Aim of the task =>
Write out the data below exactly, beginning with the first line and ending once the line that has "2px #5f503e) drop-shadow(0" is written.

(Data records)
- Opening Delimiter -

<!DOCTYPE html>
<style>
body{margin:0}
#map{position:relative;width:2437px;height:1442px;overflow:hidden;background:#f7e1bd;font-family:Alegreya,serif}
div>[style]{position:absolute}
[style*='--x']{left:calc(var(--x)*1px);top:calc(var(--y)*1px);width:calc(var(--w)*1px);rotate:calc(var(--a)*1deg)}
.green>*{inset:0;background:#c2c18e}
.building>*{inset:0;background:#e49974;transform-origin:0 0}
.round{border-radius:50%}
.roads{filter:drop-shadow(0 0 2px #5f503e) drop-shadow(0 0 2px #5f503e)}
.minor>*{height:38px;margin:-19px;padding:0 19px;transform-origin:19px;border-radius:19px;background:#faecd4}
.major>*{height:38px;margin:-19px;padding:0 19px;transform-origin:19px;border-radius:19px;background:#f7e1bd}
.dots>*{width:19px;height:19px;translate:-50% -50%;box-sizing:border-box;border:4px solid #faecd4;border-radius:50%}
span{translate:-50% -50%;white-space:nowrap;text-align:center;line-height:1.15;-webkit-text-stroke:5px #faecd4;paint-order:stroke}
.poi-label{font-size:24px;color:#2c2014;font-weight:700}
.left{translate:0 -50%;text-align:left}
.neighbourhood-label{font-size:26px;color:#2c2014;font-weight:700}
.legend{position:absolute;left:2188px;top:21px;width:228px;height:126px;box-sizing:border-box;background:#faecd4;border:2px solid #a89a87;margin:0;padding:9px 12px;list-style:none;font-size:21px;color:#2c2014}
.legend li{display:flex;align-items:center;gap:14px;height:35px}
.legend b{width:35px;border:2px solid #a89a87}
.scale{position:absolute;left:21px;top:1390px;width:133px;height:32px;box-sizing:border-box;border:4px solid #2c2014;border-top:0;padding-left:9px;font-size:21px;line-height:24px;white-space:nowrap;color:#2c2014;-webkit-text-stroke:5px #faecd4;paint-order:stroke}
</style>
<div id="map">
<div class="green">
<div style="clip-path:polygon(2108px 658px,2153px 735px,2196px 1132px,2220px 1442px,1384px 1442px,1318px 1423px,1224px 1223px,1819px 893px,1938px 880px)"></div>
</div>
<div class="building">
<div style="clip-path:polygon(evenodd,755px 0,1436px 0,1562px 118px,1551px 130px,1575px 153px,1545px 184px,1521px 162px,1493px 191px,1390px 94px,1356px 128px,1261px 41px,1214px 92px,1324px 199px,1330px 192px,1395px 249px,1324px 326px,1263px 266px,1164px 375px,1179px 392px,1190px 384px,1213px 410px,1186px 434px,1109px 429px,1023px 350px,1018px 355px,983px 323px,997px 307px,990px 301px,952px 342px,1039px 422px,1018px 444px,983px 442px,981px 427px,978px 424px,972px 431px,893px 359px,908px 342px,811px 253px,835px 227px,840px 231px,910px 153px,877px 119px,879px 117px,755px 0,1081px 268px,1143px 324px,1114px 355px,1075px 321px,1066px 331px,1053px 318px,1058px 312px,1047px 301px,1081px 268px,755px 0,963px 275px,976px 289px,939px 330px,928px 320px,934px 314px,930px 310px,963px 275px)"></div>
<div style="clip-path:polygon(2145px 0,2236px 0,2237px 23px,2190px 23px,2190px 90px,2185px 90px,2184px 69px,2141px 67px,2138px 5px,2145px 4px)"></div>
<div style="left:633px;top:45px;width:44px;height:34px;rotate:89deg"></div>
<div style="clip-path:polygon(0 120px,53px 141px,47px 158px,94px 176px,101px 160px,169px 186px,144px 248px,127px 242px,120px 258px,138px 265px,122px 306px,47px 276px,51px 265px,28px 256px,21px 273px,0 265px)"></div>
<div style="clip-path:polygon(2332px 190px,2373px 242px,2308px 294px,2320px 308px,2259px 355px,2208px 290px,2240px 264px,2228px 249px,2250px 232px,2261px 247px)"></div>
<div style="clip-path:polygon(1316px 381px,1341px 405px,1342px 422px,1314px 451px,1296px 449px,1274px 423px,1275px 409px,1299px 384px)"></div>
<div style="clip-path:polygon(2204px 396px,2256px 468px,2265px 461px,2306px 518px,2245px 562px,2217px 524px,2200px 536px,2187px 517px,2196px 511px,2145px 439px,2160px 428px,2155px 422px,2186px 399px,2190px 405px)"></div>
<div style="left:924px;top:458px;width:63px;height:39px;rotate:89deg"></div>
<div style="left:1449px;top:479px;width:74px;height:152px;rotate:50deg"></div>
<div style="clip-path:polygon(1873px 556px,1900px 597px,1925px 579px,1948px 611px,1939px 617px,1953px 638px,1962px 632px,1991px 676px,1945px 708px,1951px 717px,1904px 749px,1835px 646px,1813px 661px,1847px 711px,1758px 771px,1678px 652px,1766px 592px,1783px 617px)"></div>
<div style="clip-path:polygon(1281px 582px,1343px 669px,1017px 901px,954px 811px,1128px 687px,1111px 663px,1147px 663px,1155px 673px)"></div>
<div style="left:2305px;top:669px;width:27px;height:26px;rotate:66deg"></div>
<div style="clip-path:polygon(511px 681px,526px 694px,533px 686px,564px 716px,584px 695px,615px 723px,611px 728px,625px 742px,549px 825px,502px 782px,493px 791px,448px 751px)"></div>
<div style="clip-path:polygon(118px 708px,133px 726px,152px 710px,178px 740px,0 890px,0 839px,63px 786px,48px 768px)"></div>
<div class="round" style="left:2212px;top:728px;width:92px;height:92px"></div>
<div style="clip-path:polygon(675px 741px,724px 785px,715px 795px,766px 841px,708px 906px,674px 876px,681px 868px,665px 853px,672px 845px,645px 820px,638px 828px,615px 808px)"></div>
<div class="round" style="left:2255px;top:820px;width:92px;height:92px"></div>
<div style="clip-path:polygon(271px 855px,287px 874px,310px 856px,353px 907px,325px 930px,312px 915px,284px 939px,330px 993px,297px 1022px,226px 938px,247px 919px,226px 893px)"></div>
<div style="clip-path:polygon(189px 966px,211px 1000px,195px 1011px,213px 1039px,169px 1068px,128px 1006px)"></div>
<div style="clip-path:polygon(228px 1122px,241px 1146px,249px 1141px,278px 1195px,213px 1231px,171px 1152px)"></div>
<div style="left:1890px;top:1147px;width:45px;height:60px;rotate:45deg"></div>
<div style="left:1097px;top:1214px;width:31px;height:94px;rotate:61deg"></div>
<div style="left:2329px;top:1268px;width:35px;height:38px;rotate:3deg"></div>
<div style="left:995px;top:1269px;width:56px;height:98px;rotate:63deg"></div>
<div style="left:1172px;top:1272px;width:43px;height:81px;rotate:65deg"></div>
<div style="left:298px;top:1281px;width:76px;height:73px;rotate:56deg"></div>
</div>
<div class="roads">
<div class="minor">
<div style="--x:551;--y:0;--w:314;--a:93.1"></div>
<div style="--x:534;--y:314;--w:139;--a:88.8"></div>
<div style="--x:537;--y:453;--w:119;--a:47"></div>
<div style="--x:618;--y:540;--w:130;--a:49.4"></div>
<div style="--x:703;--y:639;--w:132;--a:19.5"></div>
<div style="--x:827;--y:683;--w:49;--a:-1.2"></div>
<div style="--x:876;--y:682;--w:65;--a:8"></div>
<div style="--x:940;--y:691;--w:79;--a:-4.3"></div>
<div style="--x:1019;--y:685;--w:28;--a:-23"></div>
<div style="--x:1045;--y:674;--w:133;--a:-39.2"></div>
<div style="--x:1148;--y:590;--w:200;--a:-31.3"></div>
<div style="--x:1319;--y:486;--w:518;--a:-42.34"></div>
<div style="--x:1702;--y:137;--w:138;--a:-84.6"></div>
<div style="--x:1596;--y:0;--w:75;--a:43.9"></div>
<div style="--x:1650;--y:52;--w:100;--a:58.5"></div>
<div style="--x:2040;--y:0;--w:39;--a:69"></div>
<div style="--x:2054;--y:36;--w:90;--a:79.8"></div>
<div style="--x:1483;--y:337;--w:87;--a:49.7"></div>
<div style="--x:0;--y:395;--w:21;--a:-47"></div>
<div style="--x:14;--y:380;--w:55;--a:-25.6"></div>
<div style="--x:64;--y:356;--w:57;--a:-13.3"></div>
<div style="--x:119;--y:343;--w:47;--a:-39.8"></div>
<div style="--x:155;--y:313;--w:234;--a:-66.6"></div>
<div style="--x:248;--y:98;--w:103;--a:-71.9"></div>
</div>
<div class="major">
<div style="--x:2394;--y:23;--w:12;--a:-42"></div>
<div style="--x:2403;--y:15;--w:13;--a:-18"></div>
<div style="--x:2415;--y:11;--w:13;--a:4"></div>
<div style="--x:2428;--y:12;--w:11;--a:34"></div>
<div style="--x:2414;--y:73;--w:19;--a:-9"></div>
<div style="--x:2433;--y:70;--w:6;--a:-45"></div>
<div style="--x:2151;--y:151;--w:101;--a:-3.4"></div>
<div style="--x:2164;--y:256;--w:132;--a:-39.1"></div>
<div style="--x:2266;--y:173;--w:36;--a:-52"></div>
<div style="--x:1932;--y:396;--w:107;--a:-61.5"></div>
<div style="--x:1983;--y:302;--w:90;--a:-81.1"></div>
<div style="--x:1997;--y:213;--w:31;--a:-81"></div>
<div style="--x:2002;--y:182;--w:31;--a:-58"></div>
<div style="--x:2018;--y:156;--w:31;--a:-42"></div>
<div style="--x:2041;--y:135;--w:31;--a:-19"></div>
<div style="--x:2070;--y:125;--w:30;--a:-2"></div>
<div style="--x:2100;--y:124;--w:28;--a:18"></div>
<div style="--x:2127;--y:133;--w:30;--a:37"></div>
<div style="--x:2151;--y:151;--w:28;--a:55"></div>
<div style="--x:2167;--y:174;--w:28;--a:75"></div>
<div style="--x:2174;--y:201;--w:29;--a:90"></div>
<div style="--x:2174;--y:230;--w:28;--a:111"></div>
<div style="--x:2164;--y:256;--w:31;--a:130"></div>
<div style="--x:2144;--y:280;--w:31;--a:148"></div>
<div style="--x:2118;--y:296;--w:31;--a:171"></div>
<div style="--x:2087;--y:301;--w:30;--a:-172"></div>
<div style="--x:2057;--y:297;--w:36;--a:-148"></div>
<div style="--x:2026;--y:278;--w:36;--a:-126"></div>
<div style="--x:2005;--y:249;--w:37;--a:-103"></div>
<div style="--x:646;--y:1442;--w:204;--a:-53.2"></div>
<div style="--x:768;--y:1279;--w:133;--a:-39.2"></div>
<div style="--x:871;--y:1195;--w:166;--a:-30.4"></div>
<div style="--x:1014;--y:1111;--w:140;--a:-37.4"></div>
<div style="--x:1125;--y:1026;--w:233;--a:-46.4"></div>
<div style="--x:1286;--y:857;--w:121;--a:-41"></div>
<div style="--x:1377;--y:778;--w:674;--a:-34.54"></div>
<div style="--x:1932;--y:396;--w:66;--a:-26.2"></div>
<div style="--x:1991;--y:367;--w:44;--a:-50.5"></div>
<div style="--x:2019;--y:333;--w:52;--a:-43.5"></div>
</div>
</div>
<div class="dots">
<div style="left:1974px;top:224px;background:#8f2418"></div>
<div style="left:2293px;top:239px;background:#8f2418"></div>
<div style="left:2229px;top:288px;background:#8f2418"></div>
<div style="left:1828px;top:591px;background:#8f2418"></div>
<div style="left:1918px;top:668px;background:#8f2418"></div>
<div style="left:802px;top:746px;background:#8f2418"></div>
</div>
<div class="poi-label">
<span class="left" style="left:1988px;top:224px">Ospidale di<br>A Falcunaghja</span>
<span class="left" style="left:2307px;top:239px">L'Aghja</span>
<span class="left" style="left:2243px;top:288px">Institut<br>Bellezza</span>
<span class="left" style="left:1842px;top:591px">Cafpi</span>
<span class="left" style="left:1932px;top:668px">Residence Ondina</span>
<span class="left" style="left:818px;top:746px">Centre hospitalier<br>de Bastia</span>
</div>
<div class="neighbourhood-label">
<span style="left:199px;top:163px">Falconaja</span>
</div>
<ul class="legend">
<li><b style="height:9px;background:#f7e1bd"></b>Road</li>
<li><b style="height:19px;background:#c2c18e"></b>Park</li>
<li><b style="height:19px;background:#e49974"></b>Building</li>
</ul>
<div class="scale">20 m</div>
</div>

- Closing Delimiter -

Response to the task =>
<!DOCTYPE html>
<style>
body{margin:0}
#map{position:relative;width:2437px;height:1442px;overflow:hidden;background:#f7e1bd;font-family:Alegreya,serif}
div>[style]{position:absolute}
[style*='--x']{left:calc(var(--x)*1px);top:calc(var(--y)*1px);width:calc(var(--w)*1px);rotate:calc(var(--a)*1deg)}
.green>*{inset:0;background:#c2c18e}
.building>*{inset:0;background:#e49974;transform-origin:0 0}
.round{border-radius:50%}
.roads{filter:drop-shadow(0 0 2px #5f503e) drop-shadow(0 0 2px #5f503e)}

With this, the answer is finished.